'''
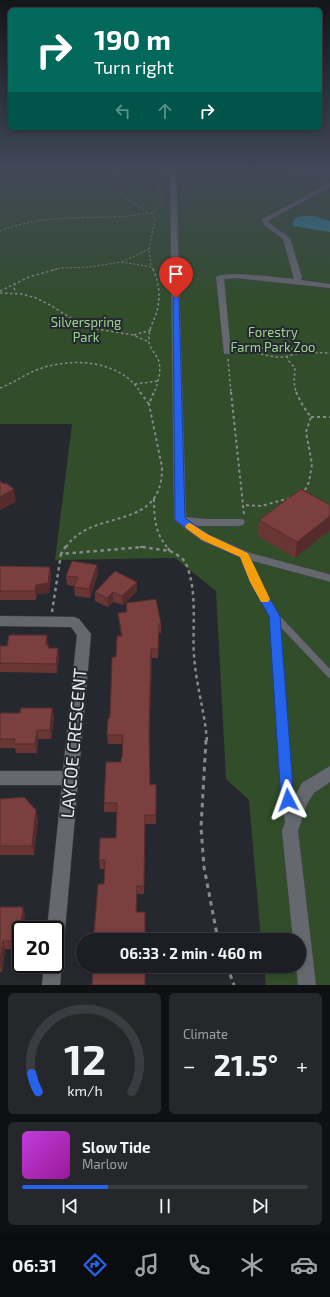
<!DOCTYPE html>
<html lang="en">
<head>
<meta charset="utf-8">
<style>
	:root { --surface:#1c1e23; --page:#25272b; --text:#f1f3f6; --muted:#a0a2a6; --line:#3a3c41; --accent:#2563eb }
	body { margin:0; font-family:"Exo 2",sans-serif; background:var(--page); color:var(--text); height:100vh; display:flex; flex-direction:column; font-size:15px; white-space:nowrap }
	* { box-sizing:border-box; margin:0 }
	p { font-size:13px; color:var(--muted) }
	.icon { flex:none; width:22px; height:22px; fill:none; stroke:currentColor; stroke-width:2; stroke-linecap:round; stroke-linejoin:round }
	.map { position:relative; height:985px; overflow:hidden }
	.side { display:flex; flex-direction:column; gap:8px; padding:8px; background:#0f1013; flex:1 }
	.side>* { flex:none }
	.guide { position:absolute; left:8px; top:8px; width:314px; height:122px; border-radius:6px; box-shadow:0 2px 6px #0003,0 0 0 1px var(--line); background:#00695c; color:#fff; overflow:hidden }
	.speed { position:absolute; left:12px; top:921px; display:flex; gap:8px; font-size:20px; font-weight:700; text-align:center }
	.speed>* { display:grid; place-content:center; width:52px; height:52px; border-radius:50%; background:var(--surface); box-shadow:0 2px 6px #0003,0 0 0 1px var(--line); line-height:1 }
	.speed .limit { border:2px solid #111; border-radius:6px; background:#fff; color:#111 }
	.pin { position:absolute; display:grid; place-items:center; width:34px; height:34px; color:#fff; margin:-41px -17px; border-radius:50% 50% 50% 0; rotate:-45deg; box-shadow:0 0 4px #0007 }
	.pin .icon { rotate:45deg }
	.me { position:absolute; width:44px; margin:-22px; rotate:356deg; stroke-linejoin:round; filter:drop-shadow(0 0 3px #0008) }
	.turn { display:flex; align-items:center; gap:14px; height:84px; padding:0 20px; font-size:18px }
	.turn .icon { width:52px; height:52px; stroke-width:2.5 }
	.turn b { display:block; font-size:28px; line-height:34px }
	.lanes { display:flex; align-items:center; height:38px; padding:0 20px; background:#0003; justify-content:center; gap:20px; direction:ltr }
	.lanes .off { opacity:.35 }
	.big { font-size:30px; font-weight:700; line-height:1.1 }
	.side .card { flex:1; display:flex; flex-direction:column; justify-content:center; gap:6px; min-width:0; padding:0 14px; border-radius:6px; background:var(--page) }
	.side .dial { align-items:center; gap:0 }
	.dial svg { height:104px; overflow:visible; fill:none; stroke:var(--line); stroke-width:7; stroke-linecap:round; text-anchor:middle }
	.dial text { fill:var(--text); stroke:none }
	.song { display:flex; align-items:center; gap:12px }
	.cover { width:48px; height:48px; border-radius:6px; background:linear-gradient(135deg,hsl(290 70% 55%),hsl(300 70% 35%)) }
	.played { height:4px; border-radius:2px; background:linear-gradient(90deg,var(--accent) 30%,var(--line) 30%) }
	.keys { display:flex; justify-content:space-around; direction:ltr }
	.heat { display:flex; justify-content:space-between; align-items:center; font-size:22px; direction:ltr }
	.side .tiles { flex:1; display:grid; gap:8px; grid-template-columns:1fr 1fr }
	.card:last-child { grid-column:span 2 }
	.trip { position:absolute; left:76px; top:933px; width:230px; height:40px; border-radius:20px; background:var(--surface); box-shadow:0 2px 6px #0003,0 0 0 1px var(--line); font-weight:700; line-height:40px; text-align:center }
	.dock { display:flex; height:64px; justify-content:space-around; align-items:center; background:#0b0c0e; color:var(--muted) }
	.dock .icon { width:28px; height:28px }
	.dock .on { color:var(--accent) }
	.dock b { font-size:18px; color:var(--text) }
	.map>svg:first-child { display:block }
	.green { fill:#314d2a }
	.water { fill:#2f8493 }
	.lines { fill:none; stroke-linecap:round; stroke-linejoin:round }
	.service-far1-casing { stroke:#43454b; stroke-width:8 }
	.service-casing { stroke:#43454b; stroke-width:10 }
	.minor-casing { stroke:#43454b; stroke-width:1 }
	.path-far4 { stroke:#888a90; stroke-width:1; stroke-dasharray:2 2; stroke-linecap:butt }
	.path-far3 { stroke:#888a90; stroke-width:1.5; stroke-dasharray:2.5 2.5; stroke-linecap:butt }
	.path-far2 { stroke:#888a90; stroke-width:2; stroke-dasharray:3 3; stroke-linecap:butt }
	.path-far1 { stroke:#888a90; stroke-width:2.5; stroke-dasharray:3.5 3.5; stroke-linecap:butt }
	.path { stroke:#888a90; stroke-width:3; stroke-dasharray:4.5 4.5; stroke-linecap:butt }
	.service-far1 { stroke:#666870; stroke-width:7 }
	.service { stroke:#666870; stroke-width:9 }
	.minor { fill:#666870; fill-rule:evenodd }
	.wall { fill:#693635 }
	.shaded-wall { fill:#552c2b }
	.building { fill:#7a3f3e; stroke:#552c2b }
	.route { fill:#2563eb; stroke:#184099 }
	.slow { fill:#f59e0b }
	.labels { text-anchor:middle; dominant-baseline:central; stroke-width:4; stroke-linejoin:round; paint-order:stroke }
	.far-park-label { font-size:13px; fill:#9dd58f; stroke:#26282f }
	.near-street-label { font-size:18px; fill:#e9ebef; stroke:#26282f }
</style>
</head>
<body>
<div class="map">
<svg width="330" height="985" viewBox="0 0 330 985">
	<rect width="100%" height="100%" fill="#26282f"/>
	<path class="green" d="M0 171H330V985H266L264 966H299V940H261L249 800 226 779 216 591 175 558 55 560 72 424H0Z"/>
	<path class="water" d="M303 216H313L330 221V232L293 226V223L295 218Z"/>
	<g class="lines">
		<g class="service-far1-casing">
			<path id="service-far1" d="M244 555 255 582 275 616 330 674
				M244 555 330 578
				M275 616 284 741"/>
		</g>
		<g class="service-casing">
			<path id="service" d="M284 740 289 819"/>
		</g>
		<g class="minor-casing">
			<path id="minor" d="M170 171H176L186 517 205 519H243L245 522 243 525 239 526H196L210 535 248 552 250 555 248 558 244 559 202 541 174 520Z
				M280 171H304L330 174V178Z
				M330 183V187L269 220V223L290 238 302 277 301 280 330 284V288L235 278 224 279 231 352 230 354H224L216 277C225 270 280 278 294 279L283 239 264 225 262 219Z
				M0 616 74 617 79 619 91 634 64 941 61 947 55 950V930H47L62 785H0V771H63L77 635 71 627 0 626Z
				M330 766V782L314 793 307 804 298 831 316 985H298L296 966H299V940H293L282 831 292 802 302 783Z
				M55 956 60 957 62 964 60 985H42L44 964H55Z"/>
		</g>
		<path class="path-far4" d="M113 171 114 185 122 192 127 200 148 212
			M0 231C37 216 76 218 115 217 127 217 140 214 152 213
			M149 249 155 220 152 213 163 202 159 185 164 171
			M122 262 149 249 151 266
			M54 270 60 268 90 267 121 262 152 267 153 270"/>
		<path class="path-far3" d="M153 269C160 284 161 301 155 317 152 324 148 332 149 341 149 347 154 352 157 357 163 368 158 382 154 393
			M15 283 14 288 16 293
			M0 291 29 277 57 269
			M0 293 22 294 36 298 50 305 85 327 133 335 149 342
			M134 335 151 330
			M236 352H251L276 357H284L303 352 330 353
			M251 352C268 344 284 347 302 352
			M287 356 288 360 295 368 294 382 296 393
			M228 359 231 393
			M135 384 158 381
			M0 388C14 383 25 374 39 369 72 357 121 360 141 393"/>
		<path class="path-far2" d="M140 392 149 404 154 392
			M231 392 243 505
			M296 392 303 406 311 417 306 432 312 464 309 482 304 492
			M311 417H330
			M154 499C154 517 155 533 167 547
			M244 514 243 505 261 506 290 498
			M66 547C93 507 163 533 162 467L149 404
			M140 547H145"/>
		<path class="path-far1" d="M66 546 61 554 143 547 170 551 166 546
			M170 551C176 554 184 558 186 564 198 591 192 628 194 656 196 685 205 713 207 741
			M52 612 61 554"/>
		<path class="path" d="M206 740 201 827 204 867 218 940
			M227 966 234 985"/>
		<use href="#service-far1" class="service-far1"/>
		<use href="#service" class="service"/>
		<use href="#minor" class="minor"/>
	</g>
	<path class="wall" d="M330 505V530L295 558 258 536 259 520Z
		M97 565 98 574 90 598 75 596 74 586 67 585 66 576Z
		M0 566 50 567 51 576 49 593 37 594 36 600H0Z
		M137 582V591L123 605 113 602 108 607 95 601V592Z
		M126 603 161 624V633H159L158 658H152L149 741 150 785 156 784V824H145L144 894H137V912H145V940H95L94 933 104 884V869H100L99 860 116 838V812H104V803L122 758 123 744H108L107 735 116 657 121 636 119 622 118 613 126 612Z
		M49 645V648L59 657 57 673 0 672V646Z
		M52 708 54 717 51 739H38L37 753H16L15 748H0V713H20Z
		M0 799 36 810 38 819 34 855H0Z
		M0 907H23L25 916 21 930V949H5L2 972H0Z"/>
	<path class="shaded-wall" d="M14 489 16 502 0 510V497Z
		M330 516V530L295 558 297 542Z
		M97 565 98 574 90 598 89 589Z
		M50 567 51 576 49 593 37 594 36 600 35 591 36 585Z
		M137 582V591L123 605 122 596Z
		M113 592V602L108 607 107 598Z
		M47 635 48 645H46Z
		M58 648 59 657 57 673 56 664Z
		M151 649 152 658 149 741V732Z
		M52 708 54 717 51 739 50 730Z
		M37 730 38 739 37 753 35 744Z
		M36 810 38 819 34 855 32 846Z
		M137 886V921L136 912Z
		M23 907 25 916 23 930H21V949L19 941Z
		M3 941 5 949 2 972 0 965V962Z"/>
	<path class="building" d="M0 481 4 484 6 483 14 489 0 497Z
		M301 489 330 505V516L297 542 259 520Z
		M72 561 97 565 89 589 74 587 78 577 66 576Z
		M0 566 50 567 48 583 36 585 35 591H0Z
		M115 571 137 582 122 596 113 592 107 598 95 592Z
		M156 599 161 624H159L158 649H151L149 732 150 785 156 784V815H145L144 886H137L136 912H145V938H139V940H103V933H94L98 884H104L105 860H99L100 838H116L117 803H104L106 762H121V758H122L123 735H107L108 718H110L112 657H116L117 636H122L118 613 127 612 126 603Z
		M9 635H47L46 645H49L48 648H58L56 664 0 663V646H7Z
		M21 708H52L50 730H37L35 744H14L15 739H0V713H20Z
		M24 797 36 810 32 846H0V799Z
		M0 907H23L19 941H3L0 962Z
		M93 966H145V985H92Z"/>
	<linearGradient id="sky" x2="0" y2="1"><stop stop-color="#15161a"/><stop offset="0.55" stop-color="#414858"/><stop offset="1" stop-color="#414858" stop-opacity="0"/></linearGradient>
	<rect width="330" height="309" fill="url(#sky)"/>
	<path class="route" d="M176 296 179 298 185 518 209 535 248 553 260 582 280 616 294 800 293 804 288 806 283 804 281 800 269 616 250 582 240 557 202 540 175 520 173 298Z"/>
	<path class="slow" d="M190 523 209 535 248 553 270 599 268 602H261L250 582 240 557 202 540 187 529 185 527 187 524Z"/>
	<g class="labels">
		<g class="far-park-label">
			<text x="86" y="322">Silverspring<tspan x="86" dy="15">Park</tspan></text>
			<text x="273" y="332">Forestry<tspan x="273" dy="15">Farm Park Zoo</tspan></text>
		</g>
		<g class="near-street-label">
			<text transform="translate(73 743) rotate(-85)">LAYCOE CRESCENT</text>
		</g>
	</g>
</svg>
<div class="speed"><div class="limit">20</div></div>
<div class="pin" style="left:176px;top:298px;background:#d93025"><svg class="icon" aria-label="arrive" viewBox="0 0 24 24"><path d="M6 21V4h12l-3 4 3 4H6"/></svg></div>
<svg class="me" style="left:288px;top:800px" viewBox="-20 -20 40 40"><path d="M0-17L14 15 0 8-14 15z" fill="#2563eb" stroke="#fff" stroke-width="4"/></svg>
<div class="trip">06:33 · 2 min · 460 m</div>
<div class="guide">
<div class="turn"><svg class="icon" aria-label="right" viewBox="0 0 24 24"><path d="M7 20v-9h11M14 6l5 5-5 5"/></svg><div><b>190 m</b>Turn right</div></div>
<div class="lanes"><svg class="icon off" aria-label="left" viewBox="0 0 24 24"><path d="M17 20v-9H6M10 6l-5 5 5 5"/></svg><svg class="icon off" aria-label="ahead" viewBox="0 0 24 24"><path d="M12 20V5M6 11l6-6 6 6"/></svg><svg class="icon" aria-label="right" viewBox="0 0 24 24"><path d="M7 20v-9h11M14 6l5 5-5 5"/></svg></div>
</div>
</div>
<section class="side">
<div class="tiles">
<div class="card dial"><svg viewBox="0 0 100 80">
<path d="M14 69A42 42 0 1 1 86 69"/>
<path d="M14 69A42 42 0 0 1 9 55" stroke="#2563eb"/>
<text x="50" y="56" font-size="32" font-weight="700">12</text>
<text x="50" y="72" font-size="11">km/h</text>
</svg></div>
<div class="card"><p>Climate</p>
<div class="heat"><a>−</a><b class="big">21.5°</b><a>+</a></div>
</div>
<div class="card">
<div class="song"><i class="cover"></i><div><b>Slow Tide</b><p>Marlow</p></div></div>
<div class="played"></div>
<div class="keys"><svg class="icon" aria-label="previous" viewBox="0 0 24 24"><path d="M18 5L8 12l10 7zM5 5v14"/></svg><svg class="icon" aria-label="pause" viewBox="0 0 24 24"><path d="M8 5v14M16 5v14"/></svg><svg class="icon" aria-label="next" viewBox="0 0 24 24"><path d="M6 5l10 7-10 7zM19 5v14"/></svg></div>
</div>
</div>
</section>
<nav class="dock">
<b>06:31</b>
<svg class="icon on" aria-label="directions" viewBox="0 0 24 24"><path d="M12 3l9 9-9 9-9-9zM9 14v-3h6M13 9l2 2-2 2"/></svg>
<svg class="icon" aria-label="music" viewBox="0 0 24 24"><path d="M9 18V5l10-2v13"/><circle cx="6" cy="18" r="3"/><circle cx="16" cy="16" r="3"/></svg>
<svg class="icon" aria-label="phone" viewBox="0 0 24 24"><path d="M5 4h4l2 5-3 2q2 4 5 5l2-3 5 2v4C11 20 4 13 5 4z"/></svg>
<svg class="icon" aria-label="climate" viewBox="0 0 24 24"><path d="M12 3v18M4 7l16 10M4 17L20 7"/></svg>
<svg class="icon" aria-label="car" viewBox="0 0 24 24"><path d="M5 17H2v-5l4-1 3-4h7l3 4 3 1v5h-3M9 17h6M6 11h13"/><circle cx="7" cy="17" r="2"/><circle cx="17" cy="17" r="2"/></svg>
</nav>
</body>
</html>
'''
Copy out the lines above exactly, beginning at the one that contains "M49 645V648L59 657 57 673 0 672V646Z" and ending at the one that contains "M156 599 161".

		M49 645V648L59 657 57 673 0 672V646Z
		M52 708 54 717 51 739H38L37 753H16L15 748H0V713H20Z
		M0 799 36 810 38 819 34 855H0Z
		M0 907H23L25 916 21 930V949H5L2 972H0Z"/>
	<path class="shaded-wall" d="M14 489 16 502 0 510V497Z
		M330 516V530L295 558 297 542Z
		M97 565 98 574 90 598 89 589Z
		M50 567 51 576 49 593 37 594 36 600 35 591 36 585Z
		M137 582V591L123 605 122 596Z
		M113 592V602L108 607 107 598Z
		M47 635 48 645H46Z
		M58 648 59 657 57 673 56 664Z
		M151 649 152 658 149 741V732Z
		M52 708 54 717 51 739 50 730Z
		M37 730 38 739 37 753 35 744Z
		M36 810 38 819 34 855 32 846Z
		M137 886V921L136 912Z
		M23 907 25 916 23 930H21V949L19 941Z
		M3 941 5 949 2 972 0 965V962Z"/>
	<path class="building" d="M0 481 4 484 6 483 14 489 0 497Z
		M301 489 330 505V516L297 542 259 520Z
		M72 561 97 565 89 589 74 587 78 577 66 576Z
		M0 566 50 567 48 583 36 585 35 591H0Z
		M115 571 137 582 122 596 113 592 107 598 95 592Z
		M156 599 161 624H159L158 649H151L149 732 150 785 156 784V815H145L144 886H137L136 912H145V938H139V940H103V933H94L98 884H104L105 860H99L100 838H116L117 803H104L106 762H121V758H122L123 735H107L108 718H110L112 657H116L117 636H122L118 613 127 612 126 603Z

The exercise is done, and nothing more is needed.